DevOps and DataOps Fundamentals
DevOps and DataOps
DevOps is an iterative approach to deploying software applications in production, and MLOps borrows the same principles from DevOps by applying them to machine learning and ML.
MLOps allows machine learning models to be brought to production iteratively.
Whether it's DevOps or MLOps, the ultimate goal is the same - greater quality and control of software applications and machine learning models sent to production.
Not only have we applied the term DevOps to machine learning, but we have also applied it to data.
The DevOps applied to the data is what is known as DataOps.

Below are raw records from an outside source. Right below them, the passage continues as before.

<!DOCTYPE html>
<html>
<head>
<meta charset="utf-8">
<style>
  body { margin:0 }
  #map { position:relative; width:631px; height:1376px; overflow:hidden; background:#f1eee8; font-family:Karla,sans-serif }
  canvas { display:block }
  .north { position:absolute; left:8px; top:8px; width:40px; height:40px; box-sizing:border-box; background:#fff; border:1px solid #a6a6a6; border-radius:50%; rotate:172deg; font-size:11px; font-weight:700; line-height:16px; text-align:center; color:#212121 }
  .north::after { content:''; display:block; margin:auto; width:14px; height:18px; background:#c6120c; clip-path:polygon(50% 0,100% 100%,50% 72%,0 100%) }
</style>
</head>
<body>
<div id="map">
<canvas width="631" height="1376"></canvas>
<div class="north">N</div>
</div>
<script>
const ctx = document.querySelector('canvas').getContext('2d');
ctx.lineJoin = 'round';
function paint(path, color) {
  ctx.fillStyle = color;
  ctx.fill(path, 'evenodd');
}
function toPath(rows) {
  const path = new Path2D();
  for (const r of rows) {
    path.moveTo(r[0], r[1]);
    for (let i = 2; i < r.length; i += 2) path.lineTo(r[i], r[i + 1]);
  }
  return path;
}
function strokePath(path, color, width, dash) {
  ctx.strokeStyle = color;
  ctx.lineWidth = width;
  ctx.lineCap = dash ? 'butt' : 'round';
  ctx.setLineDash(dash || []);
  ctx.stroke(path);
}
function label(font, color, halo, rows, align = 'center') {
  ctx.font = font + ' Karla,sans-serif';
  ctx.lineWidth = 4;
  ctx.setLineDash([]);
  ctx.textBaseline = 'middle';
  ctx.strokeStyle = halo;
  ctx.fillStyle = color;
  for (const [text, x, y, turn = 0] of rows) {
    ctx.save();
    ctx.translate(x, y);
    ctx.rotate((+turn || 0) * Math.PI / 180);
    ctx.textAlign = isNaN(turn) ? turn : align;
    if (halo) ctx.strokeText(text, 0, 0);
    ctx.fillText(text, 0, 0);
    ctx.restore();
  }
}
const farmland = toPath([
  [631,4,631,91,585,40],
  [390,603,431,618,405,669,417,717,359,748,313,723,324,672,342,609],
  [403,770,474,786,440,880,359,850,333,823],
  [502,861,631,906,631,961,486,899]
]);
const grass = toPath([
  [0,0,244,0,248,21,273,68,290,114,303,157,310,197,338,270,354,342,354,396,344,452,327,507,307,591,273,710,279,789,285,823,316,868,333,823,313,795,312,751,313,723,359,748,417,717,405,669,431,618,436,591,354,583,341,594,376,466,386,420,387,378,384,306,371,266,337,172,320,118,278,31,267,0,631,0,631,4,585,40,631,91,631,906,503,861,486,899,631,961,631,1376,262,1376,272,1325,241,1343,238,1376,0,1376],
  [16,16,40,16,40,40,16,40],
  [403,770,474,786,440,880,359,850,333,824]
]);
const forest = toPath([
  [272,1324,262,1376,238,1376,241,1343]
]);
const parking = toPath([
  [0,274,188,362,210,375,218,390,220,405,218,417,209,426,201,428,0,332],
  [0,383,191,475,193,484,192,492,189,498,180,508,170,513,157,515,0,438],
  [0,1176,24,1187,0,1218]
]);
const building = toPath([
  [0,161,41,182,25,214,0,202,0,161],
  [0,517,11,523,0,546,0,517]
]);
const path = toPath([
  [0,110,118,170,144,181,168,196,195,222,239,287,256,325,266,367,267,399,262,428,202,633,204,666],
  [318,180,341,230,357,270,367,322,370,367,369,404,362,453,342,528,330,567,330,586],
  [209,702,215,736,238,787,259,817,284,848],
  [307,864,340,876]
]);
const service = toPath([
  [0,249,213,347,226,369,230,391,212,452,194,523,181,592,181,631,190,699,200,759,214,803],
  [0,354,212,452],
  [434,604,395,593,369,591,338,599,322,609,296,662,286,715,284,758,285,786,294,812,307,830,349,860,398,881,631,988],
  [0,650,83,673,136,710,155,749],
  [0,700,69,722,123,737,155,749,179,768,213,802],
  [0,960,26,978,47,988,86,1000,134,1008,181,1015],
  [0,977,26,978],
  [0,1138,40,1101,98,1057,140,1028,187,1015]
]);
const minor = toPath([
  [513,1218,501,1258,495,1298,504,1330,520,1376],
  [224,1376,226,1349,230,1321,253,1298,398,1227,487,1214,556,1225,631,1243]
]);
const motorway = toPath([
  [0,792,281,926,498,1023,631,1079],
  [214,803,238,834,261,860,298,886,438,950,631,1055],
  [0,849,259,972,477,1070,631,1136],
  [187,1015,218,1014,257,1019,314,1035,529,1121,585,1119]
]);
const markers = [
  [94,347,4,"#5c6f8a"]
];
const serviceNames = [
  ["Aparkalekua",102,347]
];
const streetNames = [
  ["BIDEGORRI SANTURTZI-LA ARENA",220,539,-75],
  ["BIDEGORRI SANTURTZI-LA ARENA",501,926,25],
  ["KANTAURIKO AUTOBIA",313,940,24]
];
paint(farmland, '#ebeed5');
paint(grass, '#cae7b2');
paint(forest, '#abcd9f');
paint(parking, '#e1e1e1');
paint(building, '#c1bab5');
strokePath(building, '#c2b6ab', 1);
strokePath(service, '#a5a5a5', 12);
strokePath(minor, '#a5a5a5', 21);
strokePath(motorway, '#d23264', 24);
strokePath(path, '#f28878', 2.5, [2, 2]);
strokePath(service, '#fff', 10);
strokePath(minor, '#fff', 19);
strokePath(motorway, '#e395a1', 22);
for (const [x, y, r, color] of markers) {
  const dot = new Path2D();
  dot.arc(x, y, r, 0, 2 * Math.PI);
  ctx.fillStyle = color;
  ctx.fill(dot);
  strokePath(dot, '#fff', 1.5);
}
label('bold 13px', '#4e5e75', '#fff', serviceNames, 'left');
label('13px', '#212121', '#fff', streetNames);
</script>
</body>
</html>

DataOps involves a set of rules that ensure the availability of high quality data for model training.
On the one hand, we have the part of machine learning.
In this part, we not only develop the different models, but also the acquisition of data, understanding business needs and developing initial models.
Then we would have the DevOps part. This part applies continuous testing, integration and development.
Continuous integration and continuous deployment are practices for automating integration and deployment.
Let's say we have completed the development of our machine learning model and have all our code in a version control repository because we work as a team, many people work on different parts of the code.
We must integrate all changes somehow and implement the latest code in all our development and production environments.
It is when we apply continuous integration and continuous deployment.
Finally, we would have the part of ops related to operate.
In this part, we have the continuous delivery, the data feedback loop and the monitoring of the model.
The data feedback loop helps the model learn from its mistakes by returning incorrectly predicted data.
Without this, a machine learning model tends to worsen its metrics over time, as it does not adapt to changes in the data.
As for monitoring, it is just as important in software development as it is in data science.
We need to monitor the model to keep users satisfied constantly.
Roles in MLOps
When we applied all the MLOPs methodologies, we went from having a single role, which would be the data scientist to have many more roles with MOPS.
The data scientist would worry about training the model and knowing why the model is not giving good results.
Then we would have the data science manager.
He is in charge of evaluating if it is time to retrain the model or if it needs additional changes.
The product manager is responsible for identifying the customer's needs and publicizing the model's limitations.
The data engineer is responsible for obtaining the data from different sources, extracting them and correcting them.
Then we would have the quality manager (Compliance).
The quality manager is the one who makes sure that the model we are using is suitable and safe.
The support part is responsible for helping the business to apply this model.
The business stakeholder is responsible for valuing the model in the company.
Finally, the user utilizes the model to obtain predictions.
Also, he will compare the model's results with his knowledge of the business to know if it is reliable.